● **WORK TASK**
Please filter the data below down to the lines holding the string "which".

Saved data entries
═══

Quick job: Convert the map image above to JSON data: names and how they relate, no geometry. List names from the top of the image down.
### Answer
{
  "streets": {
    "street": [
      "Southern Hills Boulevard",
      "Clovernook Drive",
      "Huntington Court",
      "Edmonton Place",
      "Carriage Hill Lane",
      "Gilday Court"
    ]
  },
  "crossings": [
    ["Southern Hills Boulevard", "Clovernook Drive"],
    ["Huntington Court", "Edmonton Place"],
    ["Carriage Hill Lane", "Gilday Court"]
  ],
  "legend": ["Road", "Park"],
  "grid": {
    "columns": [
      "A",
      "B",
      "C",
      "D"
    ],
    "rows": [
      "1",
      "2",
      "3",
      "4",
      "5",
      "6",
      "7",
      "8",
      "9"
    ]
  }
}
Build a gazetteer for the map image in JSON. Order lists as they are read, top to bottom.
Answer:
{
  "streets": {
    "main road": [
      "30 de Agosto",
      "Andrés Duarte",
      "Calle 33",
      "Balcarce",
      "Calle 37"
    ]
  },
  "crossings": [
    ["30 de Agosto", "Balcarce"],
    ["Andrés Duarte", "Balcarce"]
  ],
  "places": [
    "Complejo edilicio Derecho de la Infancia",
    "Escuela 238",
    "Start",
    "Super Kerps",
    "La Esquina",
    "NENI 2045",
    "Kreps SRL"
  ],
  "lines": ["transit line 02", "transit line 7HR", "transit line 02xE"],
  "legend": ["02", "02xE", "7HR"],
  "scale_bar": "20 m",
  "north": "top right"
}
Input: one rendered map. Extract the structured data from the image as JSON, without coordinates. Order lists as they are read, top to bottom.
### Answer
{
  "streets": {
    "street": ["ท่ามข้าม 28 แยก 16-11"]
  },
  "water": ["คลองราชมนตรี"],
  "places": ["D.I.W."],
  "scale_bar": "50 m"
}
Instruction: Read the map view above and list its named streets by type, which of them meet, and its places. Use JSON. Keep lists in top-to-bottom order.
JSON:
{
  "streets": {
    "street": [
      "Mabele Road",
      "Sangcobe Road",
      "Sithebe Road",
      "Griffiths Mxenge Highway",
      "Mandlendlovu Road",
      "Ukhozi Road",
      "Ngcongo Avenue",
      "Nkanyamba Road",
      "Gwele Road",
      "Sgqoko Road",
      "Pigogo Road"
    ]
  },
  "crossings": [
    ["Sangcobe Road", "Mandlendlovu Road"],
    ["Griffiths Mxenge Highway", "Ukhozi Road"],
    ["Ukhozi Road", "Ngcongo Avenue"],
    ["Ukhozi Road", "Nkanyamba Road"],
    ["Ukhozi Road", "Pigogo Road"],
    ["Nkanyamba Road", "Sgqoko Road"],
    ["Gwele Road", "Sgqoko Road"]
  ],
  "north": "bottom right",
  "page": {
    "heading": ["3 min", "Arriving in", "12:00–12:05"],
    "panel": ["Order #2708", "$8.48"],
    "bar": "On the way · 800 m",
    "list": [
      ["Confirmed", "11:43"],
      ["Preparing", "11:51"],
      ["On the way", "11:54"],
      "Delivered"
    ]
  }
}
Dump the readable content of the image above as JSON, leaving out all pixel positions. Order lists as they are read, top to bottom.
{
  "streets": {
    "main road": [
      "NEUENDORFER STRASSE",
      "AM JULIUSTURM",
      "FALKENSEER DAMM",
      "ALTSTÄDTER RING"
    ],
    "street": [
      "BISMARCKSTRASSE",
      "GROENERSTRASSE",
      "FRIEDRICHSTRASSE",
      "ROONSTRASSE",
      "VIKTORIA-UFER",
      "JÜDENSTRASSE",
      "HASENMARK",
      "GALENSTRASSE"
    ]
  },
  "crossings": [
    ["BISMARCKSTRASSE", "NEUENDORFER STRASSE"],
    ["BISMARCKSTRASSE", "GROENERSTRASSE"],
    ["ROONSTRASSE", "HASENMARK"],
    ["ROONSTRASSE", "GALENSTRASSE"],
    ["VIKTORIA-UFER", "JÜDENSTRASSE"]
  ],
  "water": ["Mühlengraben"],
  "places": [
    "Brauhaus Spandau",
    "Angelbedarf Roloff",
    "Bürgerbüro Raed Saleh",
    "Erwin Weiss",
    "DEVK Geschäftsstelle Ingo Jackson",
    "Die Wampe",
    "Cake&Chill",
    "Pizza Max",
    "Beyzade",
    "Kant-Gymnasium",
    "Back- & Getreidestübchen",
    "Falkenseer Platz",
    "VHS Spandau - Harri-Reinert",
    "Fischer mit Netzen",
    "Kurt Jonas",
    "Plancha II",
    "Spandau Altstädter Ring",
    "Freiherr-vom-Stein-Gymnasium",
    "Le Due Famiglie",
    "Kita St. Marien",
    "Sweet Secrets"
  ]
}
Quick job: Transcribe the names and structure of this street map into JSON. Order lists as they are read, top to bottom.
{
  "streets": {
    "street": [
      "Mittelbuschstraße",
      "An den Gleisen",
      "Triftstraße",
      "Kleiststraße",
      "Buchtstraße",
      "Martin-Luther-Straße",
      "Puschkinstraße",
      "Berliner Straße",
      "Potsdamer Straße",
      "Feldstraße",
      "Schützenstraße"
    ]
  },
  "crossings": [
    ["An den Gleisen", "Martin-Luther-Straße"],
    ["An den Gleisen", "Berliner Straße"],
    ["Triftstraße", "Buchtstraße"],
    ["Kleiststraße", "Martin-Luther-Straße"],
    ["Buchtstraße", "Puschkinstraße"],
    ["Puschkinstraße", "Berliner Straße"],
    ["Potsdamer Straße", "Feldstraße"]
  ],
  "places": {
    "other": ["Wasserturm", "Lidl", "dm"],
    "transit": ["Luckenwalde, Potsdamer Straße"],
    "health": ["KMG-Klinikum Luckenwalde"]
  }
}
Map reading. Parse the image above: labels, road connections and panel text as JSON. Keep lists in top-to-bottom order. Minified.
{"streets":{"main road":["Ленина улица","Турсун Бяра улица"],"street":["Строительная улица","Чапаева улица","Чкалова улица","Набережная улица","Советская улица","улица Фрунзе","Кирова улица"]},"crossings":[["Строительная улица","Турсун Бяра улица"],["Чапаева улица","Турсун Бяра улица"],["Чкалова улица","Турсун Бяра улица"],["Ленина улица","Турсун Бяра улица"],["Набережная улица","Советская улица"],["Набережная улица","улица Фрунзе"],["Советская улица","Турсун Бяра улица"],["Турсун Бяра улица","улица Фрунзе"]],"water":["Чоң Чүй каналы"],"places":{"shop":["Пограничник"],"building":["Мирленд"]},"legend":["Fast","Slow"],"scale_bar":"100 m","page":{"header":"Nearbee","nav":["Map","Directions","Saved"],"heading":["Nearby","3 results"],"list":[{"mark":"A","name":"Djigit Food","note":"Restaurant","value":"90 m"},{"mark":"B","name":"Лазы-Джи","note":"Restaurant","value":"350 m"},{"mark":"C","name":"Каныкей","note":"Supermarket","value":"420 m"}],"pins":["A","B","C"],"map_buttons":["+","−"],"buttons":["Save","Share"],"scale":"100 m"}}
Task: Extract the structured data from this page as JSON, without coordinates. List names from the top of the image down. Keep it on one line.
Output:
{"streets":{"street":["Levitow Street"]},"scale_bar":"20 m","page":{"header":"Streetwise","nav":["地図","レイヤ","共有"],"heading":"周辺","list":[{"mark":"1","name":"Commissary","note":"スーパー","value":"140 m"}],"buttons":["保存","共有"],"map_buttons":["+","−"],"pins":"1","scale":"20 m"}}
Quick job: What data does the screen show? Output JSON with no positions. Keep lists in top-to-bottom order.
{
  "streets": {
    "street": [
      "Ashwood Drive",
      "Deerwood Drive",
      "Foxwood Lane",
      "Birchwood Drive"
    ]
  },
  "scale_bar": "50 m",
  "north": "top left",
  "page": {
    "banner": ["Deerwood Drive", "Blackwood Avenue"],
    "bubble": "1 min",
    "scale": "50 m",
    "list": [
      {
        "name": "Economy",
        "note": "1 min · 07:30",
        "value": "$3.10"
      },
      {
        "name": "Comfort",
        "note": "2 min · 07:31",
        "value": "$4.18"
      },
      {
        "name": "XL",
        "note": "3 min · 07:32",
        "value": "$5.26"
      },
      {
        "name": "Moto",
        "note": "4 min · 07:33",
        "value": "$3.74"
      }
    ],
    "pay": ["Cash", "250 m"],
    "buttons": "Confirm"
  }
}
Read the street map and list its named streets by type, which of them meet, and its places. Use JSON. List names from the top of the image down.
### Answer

═══

● **EXERCISE RESPONSE**
Instruction: Read the map view above and list its named streets by type, which of them meet, and its places. Use JSON. Keep lists in top-to-bottom order.
Read the street map and list its named streets by type, which of them meet, and its places. Use JSON. List names from the top of the image down.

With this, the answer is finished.